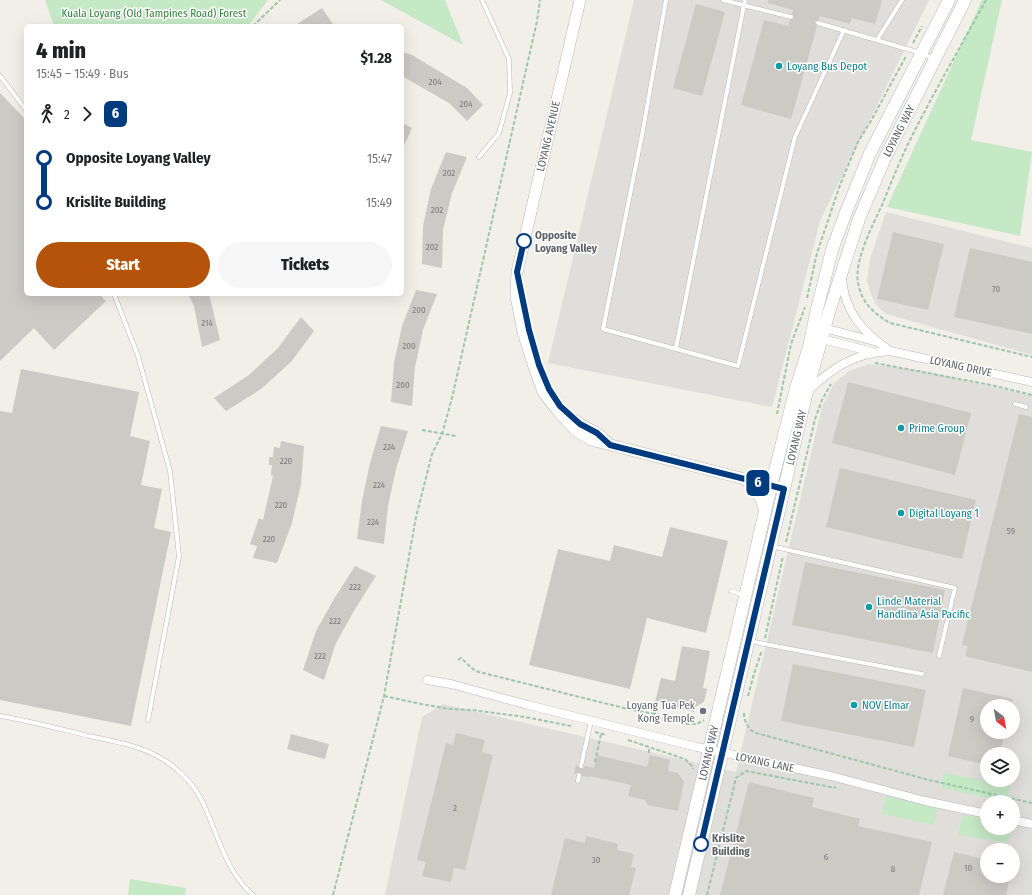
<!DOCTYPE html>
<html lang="en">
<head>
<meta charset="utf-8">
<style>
	body { margin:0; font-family:"Fira Sans Condensed",sans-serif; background:#f6f6f6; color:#202124; height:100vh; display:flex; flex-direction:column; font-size:15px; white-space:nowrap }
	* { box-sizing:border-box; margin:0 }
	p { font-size:13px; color:#757577 }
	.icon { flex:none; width:22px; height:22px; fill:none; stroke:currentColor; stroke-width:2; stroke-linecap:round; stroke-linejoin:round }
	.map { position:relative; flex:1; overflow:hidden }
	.sheet { position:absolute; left:24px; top:24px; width:380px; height:272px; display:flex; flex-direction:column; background:#fff; border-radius:6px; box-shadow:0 4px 16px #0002 }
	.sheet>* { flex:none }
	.badge { padding:0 8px; border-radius:6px; font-size:14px; line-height:26px }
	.needle { width:26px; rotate:148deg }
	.controls { position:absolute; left:980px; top:699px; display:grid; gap:8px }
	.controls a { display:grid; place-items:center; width:40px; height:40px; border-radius:50%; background:#fff; box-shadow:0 4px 16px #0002; font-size:20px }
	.map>.badge { position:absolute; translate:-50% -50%; box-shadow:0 0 0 2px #fff }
	.legs { display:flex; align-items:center; gap:6px; height:44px; padding:0 12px; font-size:13px }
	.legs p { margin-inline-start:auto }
	.summary { display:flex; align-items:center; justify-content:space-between; height:68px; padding:0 12px }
	h1 { font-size:22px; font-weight:800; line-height:30px }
	.button { display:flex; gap:8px; margin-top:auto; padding:8px 12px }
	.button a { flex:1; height:46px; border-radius:24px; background:#b45309; color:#fff; font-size:16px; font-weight:800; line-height:46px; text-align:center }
	.button a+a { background:#f6f6f6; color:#202124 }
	ul { padding:0 12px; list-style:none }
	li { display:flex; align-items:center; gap:14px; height:44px; font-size:15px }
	li i { display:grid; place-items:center; width:6px; height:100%; margin:0 5px; background:currentColor }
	li i::after { content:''; width:10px; height:10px; margin:-5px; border:3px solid; border-radius:50%; background:#fff }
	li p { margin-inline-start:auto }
	li:first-child i { background:linear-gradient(#0000 50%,currentColor 0) }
	li:last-child i { background:linear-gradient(currentColor 50%,#0000 0) }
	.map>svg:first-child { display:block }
	.industrial { fill:#e0deda; fill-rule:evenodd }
	.green { fill:#c5e8c5 }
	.building { fill:#cccac5 }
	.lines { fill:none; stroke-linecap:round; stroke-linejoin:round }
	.service-casing { stroke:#b5b8bc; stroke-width:5 }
	.minor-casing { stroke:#b5b8bc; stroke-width:9 }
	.tertiary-casing { stroke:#b5b8bc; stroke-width:12 }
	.secondary-casing { stroke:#b6babf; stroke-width:13 }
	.path { stroke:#9cc7a9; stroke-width:2; stroke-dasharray:4 2; stroke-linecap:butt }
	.service { stroke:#fff; stroke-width:4 }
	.minor { stroke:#fff; stroke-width:8 }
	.tertiary { stroke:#fff; stroke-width:11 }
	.secondary { stroke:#fff; stroke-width:12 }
	.line-1-casing { stroke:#fff; stroke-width:9 }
	.line-1 { stroke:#003b80; stroke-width:6 }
	.culture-dot { fill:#0f9aa8; stroke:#fff; stroke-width:1.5 }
	.stop-1-dot { fill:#fff; stroke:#003b80; stroke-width:2 }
	.worship-dot { fill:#6b7280; stroke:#fff; stroke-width:1.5 }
	.labels { text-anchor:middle; stroke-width:3; stroke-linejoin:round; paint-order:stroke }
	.number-label { font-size:9px; fill:#7a7d7f }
	.park-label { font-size:11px; fill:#348238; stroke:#fff }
	.culture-label { font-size:11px; fill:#0d838f; stroke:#fff; text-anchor:start }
	.street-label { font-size:11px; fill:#5f6368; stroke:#fff }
	.stop-label { font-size:11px; font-weight:bold; fill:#5f6368; stroke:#fff; text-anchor:start }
	.worship-label { font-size:11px; fill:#5b616d; stroke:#fff; text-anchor:end }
</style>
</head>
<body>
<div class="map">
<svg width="1032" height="895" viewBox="0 0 1032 895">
	<rect width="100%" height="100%" fill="#f1efe8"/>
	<g class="industrial">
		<path d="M634 0H929L820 221 772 407 548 363Z"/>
		<path d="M886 212 1032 248V355L886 314 876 305 871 294 867 281 870 259Z"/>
		<path d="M869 364 924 371 1032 396V895H385L422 717 443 704 736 772 822 407 834 383 849 371ZM987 706H1013V732H987ZM987 754H1013V780H987ZM987 802H1013V828H987ZM987 850H1013V876H987Z"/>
	</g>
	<g class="green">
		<path d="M45 0H268L248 26H54Z"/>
		<path d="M381 0H445L463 45Z"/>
		<path d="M982 0H1002L971 140 1032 152 1020 236 887 207Z"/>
		<path d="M943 773 1011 785 1006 802 942 788Z"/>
		<path d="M886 796 938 807 934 825 882 814Z"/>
		<path d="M963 815 987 819V828H1012L1008 843 958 835Z"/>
		<path d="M130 879 186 888 185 895H128Z"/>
	</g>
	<g class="building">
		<path d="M768 0H882L875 24 852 18 850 24 820 16 819 20 815 21V24L817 26 791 119 741 105 764 20 788 26 790 20 794 18V16L792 14 793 10 768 3Z"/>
		<path d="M696 4 725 12 702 96 673 88Z"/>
		<path d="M322 8 334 26H294Z"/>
		<path d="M402 52 412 55 467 88 483 105 467 121 449 103 402 76Z"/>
		<path d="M0 93 26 120V294H99L106 301 54 350 34 328 0 361Z"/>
		<path d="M402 123 412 128 402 150Z"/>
		<path d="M446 152 467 157 452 193 443 230 442 268 422 264 423 226 431 189Z"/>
		<path d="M893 232 944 244 928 310 877 299Z"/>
		<path d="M970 248 1032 262V334L954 317Z"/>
		<path d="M416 290 437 294 423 330 415 367 412 406 391 402 394 363 402 326Z"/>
		<path d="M188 294H209L220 340 202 347 194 306Z"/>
		<path d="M301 317 314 331 291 362 261 389 226 411 214 398 249 375 278 348Z"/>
		<path d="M21 369 139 392 130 436 150 441 141 485 162 489 154 528 171 532 131 726 0 700V411L12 413Z"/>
		<path d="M848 382 971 413 955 475 832 443Z"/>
		<path d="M1019 414 1032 417V672L965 656 968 646 962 645Z"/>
		<path d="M381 426 408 431 396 469 388 506 384 544 357 539 362 501 370 463Z"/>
		<path d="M281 441 304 446 301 484 292 523 277 563 253 558 257 546 250 544 259 518 263 520 273 476 271 475 272 465H269V457H273L274 447 280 448Z"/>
		<path d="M840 468 976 500 962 559 826 527Z"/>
		<path d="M670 527 728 541 706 633 647 618 630 689 529 665 558 549 610 561 614 545 662 557Z"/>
		<path d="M805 562 945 590 933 653 792 625Z"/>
		<path d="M355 566 376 576 355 609 336 643 324 680 303 670 316 631 334 599Z"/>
		<path d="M682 646 710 651 703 688 707 689 704 702 695 707 694 712 655 702 661 678 675 681Z"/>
		<path d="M793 664 926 690 914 747 781 721Z"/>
		<path d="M963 688 1013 699 1011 706H987V732H1005L1000 754H987V765L948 756Z"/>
		<path d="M456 733 485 740 482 752 493 755 465 870 454 868 451 882 422 876 426 862 417 860 446 743 453 745Z"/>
		<path d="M291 734 329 744 325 759 287 749Z"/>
		<path d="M597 755 647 767 650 755 670 760 668 771 678 773 684 782 678 811 648 805 645 800 628 796 631 785 590 776V777L582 776 580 772 574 774 576 765 581 769H583L585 766 594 768Z"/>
		<path d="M749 782 814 798 812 807 860 819 858 826 932 842 919 895H720Z"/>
		<path d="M586 836 618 844 617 850 634 854 631 867 636 868 629 895H551L565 838 585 843Z"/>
		<path d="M954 852 987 860V876H1010L1006 895H943Z"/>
	</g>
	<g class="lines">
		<defs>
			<g id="service">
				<path d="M666 0 642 135 603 329 738 366 795 137 844 30"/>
				<path d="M723 0 791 17"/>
				<path d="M818 23 921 53 934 59"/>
				<path d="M877 40 902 0"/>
				<path d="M0 76 26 110"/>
				<path d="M479 157 499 133 510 93 509 59 482 0"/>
				<path d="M114 294 138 356 170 471 179 556 148 720"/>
				<path d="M676 348 745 0"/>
				<path d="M1015 404 1026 407"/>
				<path d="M771 546 955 588 939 656"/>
				<path d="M731 591 743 595"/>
				<path d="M749 641 922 674"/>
				<path d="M0 716C30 721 60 729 89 736 112 741 138 745 159 757 174 765 191 781 200 797 217 829 224 871 253 895"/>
				<path d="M581 766 591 721"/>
				<path d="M578 781 579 775"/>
			</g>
			<g id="minor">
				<path d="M842 279C845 313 863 332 890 351"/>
				<path d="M820 327 874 341"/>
				<path d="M818 338 873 352"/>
				<path d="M808 391C833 367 855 353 890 351L1032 382"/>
				<path d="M427 680 451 684 528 705 697 747 831 776 925 801 987 814"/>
				<path d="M1013 820 1032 824"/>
			</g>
			<g id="tertiary">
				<path d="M580 0 517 272 516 296 523 332 534 367 543 392 556 409 575 430 591 440 784 489"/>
				<path d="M575 420 580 424 597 433 608 443"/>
				<path d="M746 480C757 489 761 498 765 511"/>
			</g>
			<g id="secondary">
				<path id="s1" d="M675 895 771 486 796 388 809 347 817 309 832 250 846 212 870 153 949 0"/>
				<path id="s2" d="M689 895 807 391 829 312 859 219 885 158 965 0"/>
			</g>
		</defs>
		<use href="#service" class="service-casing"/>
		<use href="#minor" class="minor-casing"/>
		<use href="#tertiary" class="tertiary-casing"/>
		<use href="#secondary" class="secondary-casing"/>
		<g class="path">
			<path d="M986 0C961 46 934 92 911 138 900 160 891 183 882 205 873 225 854 260 858 282 861 302 873 313 890 323L1032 357"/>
			<path d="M253 26 280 0"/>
			<path d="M913 43 922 26"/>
			<path d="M807 298 817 253 840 185 858 142 872 119 906 56"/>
			<path d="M875 363 991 385 1032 395"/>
			<path d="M777 414 791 344 805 307"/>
			<path d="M422 430 456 436"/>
			<path d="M786 542 815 419 822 400 831 384"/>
			<path d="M765 638 783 556"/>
			<path d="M458 660 461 658 475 671 632 710 655 714 687 724H697L704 720"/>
			<path d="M384 696 421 704 450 709 472 710 525 717 571 726"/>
			<path d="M748 696 754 674 762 650"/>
			<path d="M744 713C744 721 748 730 756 733L929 780 1032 803"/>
			<path d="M655 714 656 706"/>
			<path d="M595 732 606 735"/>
			<path d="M628 740 685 759 692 766 693 769"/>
			<path d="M649 753V748"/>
			<path d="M595 762 601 734"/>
			<path d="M989 802 990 794"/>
			<path d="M333 895 384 696 416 517 432 454 442 434 452 398 537 21 540 0"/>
			<path d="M707 895 736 778 746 771 836 788"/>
		</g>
		<use href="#service" class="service"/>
		<use href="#minor" class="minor"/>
		<use href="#tertiary" class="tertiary"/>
		<use href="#secondary" class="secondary"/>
	</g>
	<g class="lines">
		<defs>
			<path id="line-1" d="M524 241 517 272 529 330 539 365 549 389 560 406 580 424 597 433 610 445 784 489 701 844"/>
		</defs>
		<use href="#line-1" class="line-1-casing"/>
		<use href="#line-1" class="line-1"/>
	</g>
	<g class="culture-dot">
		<circle cx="779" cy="66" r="4"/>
		<circle cx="901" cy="428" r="4"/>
		<circle cx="901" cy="513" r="4"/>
		<circle cx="869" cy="607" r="4"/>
		<circle cx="854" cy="705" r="4"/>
	</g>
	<g class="stop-1-dot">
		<circle cx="524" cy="241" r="7"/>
		<circle cx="701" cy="844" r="7"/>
	</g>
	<circle class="worship-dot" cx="703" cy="711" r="4"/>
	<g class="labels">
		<g class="number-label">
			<text x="435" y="85">204</text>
			<text x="466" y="107">204</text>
			<text x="449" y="176">202</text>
			<text x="437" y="213">202</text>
			<text x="432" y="250">202</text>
			<text x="996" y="292">70</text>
			<text x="419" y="313">200</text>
			<text x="207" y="326">214</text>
			<text x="409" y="349">200</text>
			<text x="403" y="388">200</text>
			<text x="389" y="450">224</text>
			<text x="286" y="464">220</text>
			<text x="379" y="488">224</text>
			<text x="281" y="508">220</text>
			<text x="373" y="525">224</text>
			<text x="1011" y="534">59</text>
			<text x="269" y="542">220</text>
			<text x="355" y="590">222</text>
			<text x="335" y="624">222</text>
			<text x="320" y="659">222</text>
			<text x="972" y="722">9</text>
			<text x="455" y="811">2</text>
			<text x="826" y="860">6</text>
			<text x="596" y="863">30</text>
			<text x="968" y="871">10</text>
			<text x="893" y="872">8</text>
		</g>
		<g class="park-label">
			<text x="154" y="17">Kuala Loyang (Old Tampines Road) Forest</text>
		</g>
		<g class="culture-label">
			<text x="787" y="70">Loyang Bus Depot</text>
			<text x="909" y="432">Prime Group</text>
			<text x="909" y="517">Digital Loyang 1</text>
			<text x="877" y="605">Linde Material<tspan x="877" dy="13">Handlina Asia Pacific</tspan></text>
			<text x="862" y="709">NOV Elmar</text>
		</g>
		<g class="street-label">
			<text dy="4" stroke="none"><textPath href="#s2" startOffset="794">LOYANG WAY</textPath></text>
			<text transform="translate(548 136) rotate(-77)" y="4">LOYANG AVENUE</text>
			<text transform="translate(961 366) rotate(12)" y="4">LOYANG DRIVE</text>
			<text dy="4" stroke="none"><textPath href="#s2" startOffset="470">LOYANG WAY</textPath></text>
			<text dy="4" stroke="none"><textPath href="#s1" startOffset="146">LOYANG WAY</textPath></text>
			<text transform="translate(765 762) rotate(12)" y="4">LOYANG LANE</text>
		</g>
		<g class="stop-label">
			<text x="535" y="239">Opposite<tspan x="535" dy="13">Loyang Valley</tspan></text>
			<text x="712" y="842">Krislite<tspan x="712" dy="13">Building</tspan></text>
		</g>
		<g class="worship-label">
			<text x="695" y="709">Loyang Tua Pek<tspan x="695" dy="13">Kong Temple</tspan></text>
		</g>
	</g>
</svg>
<div class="controls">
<a><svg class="needle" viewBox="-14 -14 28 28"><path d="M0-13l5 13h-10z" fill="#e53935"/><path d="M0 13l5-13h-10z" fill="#757577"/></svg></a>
<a><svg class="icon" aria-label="layers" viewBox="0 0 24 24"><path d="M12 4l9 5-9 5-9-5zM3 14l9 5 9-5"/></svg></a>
<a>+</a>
<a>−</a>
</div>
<b class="badge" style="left:758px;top:483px;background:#003b80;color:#fff">6</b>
<section class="sheet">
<div class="summary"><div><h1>4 min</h1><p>15:45 – 15:49 · Bus</p></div><b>$1.28</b></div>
<div class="legs"><svg class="icon" aria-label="walk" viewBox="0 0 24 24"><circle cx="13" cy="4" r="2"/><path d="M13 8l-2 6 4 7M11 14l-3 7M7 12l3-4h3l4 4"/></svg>2<svg class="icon" aria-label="forward" viewBox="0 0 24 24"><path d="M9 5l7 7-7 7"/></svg><b class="badge" style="background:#003b80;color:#fff">6</b></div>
<ul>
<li><i style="color:#003b80"></i><b>Opposite Loyang Valley</b><p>15:47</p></li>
<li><i style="color:#003b80"></i><b>Krislite Building</b><p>15:49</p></li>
</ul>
<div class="button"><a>Start</a><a>Tickets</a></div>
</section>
</div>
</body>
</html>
☆ ☆ ☆
[EXERCISE]:
Give again, exactly, the lines from the start of the data through the one holding "display:flex; align-items:center; gap:6px;"; omit the pictures.

[RESPONSE TO THIS EXERCISE]:
<!DOCTYPE html>
<html lang="en">
<head>
<meta charset="utf-8">
<style>
	body { margin:0; font-family:"Fira Sans Condensed",sans-serif; background:#f6f6f6; color:#202124; height:100vh; display:flex; flex-direction:column; font-size:15px; white-space:nowrap }
	* { box-sizing:border-box; margin:0 }
	p { font-size:13px; color:#757577 }
	.icon { flex:none; width:22px; height:22px; fill:none; stroke:currentColor; stroke-width:2; stroke-linecap:round; stroke-linejoin:round }
	.map { position:relative; flex:1; overflow:hidden }
	.sheet { position:absolute; left:24px; top:24px; width:380px; height:272px; display:flex; flex-direction:column; background:#fff; border-radius:6px; box-shadow:0 4px 16px #0002 }
	.sheet>* { flex:none }
	.badge { padding:0 8px; border-radius:6px; font-size:14px; line-height:26px }
	.needle { width:26px; rotate:148deg }
	.controls { position:absolute; left:980px; top:699px; display:grid; gap:8px }
	.controls a { display:grid; place-items:center; width:40px; height:40px; border-radius:50%; background:#fff; box-shadow:0 4px 16px #0002; font-size:20px }
	.map>.badge { position:absolute; translate:-50% -50%; box-shadow:0 0 0 2px #fff }
	.legs { display:flex; align-items:center; gap:6px; height:44px; padding:0 12px; font-size:13px }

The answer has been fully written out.